▶ Entries shown:
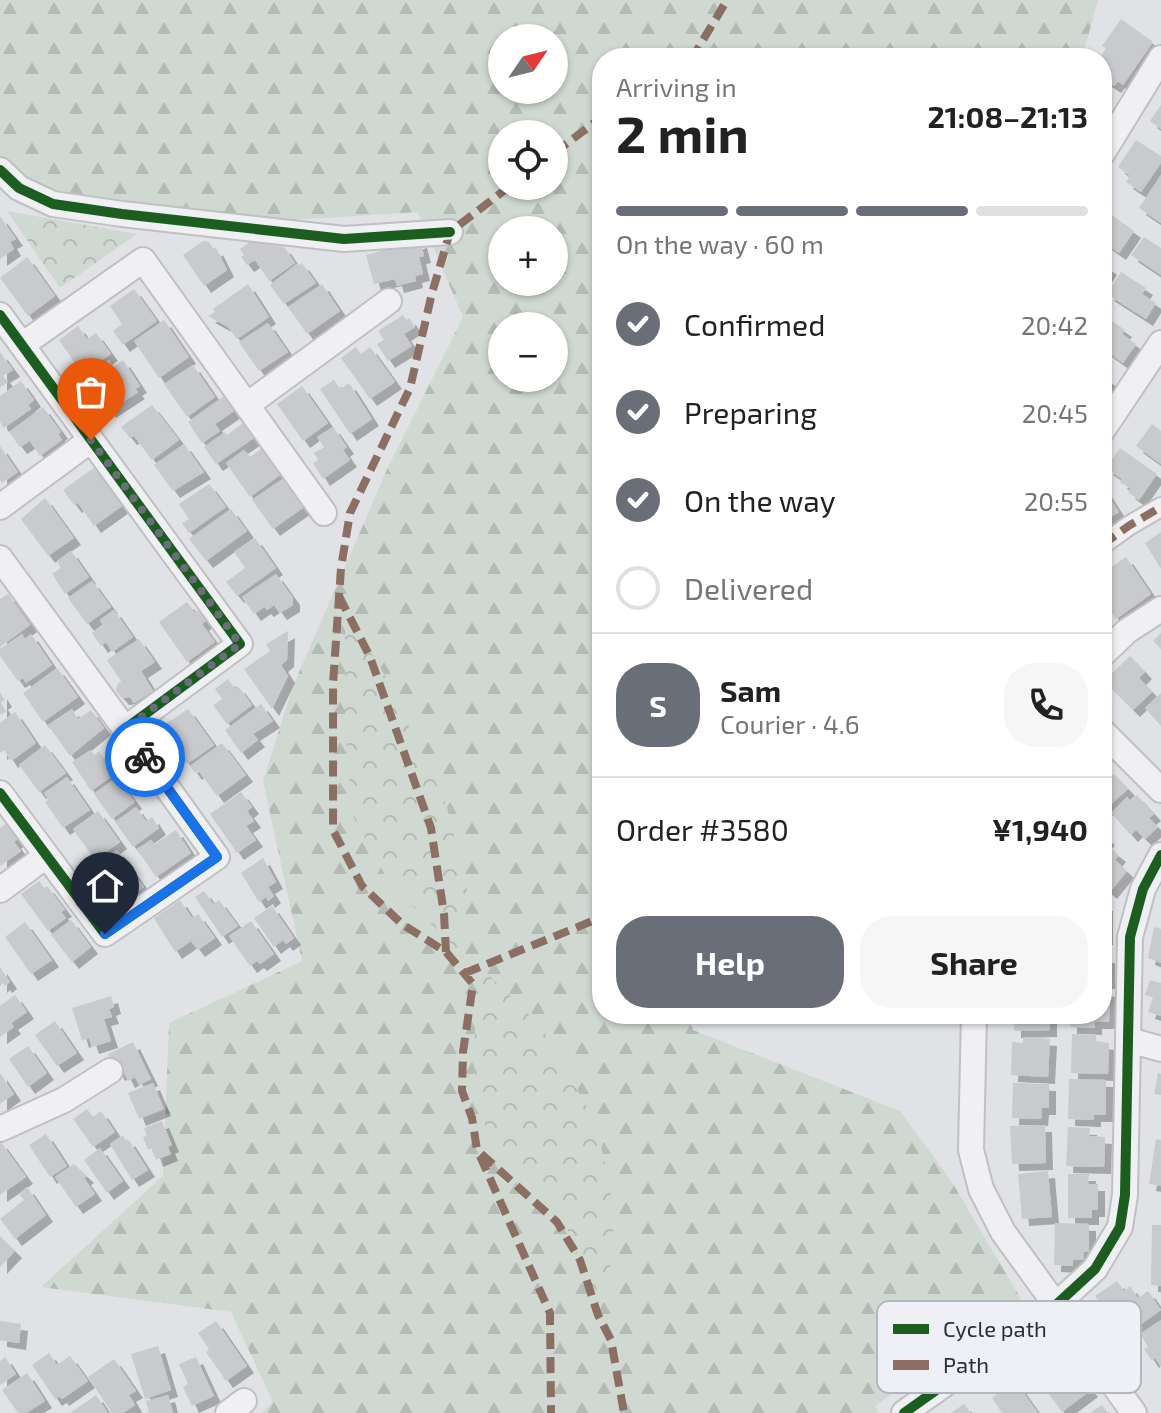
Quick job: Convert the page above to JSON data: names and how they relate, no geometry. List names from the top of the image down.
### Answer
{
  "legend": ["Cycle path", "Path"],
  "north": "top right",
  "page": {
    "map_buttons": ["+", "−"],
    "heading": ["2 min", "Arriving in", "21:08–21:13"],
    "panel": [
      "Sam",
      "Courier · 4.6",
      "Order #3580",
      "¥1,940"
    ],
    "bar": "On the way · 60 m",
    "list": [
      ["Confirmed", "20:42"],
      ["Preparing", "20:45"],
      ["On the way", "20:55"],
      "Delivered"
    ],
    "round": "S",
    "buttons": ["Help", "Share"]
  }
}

▶ What you have to do: Type the entries again verbatim. Drop the images.

▶ Answer box:
Quick job: Convert the page above to JSON data: names and how they relate, no geometry. List names from the top of the image down.
### Answer
{
  "legend": ["Cycle path", "Path"],
  "north": "top right",
  "page": {
    "map_buttons": ["+", "−"],
    "heading": ["2 min", "Arriving in", "21:08–21:13"],
    "panel": [
      "Sam",
      "Courier · 4.6",
      "Order #3580",
      "¥1,940"
    ],
    "bar": "On the way · 60 m",
    "list": [
      ["Confirmed", "20:42"],
      ["Preparing", "20:45"],
      ["On the way", "20:55"],
      "Delivered"
    ],
    "round": "S",
    "buttons": ["Help", "Share"]
  }
}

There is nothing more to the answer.